[Start of section]
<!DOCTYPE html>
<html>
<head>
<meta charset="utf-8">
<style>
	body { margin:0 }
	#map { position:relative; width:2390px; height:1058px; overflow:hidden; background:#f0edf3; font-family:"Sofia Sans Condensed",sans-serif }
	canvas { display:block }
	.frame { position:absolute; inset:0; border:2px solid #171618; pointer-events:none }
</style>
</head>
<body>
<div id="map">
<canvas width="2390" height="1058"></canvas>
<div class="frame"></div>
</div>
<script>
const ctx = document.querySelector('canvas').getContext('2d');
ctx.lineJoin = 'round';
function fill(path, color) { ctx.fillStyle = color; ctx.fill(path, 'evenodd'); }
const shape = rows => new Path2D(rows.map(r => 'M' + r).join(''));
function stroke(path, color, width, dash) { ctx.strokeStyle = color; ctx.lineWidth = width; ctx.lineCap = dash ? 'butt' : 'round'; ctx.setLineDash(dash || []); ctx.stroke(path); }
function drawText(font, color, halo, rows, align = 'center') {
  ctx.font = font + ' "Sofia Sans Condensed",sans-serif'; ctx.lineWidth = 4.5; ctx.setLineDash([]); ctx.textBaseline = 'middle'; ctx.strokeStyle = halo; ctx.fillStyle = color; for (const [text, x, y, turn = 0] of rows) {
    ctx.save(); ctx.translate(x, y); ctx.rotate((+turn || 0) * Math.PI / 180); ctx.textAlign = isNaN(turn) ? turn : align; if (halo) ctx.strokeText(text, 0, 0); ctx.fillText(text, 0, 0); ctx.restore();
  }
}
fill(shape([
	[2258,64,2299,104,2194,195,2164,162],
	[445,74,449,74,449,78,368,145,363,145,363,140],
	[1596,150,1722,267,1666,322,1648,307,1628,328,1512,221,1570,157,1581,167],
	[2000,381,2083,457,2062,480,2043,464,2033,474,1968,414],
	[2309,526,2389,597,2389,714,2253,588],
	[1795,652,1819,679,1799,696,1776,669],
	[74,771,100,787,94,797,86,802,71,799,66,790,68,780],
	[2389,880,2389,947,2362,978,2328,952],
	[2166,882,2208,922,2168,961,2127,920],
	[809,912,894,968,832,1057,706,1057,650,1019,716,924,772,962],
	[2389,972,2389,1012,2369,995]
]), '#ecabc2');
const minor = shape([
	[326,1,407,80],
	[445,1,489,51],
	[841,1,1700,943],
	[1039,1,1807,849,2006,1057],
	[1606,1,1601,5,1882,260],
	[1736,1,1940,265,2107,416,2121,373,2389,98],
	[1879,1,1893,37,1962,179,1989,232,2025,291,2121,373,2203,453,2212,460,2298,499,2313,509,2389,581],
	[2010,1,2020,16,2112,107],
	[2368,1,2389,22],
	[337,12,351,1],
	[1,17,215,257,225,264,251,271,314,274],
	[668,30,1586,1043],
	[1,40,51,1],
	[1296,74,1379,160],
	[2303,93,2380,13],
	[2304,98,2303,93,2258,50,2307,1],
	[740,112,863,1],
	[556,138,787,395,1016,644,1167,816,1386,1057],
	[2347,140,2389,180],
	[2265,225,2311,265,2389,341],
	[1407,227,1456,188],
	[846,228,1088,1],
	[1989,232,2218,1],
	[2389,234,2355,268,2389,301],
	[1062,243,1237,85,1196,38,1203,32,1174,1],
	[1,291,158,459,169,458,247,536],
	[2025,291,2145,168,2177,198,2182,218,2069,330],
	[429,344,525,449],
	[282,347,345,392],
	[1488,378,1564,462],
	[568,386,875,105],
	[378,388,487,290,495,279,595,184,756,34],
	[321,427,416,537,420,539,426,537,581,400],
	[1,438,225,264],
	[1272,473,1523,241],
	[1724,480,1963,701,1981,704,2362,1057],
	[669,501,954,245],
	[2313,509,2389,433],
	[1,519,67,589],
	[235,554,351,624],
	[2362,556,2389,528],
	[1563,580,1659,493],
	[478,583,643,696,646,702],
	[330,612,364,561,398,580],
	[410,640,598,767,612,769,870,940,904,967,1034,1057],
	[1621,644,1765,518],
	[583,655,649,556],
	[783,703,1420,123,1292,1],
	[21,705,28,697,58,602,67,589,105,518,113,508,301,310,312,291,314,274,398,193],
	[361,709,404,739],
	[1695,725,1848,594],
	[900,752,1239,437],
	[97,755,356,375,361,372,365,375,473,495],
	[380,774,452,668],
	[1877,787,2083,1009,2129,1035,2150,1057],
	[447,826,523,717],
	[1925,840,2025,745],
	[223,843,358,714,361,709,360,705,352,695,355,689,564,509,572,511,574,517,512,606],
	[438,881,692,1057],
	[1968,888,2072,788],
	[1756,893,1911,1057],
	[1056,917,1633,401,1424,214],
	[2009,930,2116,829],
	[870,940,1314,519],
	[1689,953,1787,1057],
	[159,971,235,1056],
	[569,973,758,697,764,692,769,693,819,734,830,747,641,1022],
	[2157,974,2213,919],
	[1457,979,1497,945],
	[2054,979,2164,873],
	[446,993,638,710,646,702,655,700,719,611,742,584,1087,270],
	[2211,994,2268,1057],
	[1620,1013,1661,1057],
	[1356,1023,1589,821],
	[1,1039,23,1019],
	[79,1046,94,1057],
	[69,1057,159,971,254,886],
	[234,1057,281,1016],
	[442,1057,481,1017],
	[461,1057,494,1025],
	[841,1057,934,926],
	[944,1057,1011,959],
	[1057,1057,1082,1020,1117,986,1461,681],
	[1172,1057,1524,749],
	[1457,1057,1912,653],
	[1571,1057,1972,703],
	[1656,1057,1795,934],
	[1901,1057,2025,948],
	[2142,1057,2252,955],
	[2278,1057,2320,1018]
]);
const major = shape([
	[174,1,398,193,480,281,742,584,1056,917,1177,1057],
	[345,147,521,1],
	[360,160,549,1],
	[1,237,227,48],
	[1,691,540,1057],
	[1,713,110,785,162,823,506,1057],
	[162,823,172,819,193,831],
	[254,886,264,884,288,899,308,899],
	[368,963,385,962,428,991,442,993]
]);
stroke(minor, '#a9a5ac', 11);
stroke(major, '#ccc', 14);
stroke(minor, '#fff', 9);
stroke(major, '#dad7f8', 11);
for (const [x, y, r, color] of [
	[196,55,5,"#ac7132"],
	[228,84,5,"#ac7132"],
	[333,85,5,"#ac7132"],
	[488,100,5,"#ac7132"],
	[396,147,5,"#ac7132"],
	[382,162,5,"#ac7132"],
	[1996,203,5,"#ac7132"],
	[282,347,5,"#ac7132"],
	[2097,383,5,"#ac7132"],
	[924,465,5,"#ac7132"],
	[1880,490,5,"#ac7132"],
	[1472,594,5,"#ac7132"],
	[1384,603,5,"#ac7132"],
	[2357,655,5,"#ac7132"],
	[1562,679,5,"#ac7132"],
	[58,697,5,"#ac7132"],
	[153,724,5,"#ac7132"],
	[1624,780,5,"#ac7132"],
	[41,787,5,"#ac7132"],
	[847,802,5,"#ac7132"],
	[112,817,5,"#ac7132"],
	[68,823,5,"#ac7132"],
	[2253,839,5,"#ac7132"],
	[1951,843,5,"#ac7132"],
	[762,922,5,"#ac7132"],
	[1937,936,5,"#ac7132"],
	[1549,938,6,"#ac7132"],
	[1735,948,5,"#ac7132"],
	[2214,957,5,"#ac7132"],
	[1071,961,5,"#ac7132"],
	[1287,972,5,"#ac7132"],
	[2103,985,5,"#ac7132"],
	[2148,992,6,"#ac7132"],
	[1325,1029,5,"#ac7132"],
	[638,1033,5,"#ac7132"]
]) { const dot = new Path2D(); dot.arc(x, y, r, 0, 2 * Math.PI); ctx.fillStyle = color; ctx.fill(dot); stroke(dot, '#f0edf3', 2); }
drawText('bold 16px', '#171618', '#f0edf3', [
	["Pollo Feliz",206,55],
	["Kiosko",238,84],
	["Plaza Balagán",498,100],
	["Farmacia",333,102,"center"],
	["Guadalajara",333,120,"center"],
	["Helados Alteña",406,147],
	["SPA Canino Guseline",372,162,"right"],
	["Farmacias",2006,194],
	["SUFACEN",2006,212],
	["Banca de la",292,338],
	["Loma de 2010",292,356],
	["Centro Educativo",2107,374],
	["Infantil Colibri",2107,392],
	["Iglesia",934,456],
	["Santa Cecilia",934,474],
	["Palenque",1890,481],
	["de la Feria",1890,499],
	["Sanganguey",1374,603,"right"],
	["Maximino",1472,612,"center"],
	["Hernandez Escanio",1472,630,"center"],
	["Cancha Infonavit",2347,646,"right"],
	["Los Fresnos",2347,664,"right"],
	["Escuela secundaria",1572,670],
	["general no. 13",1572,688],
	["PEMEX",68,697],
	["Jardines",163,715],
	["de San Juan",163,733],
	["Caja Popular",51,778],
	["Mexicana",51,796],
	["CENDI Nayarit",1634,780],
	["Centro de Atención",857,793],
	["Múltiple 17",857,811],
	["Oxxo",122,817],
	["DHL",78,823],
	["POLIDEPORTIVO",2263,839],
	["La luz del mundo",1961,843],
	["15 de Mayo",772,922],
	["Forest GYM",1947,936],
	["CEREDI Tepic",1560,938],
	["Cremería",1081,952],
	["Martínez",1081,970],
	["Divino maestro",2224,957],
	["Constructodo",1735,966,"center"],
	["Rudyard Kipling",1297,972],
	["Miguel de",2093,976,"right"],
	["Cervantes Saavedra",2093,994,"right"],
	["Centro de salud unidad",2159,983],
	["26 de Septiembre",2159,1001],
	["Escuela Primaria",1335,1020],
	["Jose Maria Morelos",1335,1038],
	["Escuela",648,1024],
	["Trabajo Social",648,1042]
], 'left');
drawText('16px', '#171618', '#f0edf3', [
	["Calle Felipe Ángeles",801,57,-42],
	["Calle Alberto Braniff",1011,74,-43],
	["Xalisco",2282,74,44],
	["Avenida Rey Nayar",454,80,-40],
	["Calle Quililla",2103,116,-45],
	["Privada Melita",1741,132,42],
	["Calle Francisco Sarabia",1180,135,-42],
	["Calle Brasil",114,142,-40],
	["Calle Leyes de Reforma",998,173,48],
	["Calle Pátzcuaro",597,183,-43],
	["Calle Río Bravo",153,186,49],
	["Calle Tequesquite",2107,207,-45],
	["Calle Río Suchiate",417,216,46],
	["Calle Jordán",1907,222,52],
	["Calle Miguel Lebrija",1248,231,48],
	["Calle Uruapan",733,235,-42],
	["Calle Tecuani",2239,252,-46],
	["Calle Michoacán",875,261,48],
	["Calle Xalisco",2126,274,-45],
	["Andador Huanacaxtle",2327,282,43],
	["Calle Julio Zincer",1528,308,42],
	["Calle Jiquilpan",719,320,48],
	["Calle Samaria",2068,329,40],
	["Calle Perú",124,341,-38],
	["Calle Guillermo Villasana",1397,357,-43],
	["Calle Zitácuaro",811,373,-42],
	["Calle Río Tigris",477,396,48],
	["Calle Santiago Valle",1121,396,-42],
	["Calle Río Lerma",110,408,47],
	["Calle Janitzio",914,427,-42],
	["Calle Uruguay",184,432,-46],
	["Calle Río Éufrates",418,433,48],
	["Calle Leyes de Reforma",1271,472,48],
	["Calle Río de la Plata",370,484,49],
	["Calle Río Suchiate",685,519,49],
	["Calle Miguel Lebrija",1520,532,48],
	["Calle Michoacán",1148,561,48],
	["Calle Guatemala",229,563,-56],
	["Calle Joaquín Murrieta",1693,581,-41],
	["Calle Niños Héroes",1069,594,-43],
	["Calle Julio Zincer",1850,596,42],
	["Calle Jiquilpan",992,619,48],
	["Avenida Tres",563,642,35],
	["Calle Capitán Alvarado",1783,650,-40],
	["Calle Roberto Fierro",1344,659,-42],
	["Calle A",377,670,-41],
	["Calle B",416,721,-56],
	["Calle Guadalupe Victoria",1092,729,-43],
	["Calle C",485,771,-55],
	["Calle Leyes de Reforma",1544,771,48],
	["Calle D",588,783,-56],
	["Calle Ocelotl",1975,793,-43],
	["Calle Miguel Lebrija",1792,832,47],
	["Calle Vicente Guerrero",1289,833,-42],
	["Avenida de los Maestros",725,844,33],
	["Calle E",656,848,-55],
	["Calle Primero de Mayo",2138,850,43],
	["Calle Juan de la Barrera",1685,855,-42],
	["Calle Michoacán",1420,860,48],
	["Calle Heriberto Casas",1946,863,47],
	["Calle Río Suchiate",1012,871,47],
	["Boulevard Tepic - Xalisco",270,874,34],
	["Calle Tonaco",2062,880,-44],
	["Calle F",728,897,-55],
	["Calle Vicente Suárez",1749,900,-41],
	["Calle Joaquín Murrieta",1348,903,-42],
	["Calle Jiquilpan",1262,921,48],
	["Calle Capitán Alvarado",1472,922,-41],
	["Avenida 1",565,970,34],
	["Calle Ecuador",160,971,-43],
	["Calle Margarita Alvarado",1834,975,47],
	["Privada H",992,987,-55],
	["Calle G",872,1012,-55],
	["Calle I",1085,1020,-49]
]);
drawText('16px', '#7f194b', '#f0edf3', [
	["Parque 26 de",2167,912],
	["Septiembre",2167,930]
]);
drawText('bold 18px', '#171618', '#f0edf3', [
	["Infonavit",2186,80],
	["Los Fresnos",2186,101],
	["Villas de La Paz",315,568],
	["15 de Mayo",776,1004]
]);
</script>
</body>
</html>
[End of section]
■ Exercise instructions:
Going through the data above, state how many lines include the word "lineWidth"; only that number is needed.

■ Response area:
2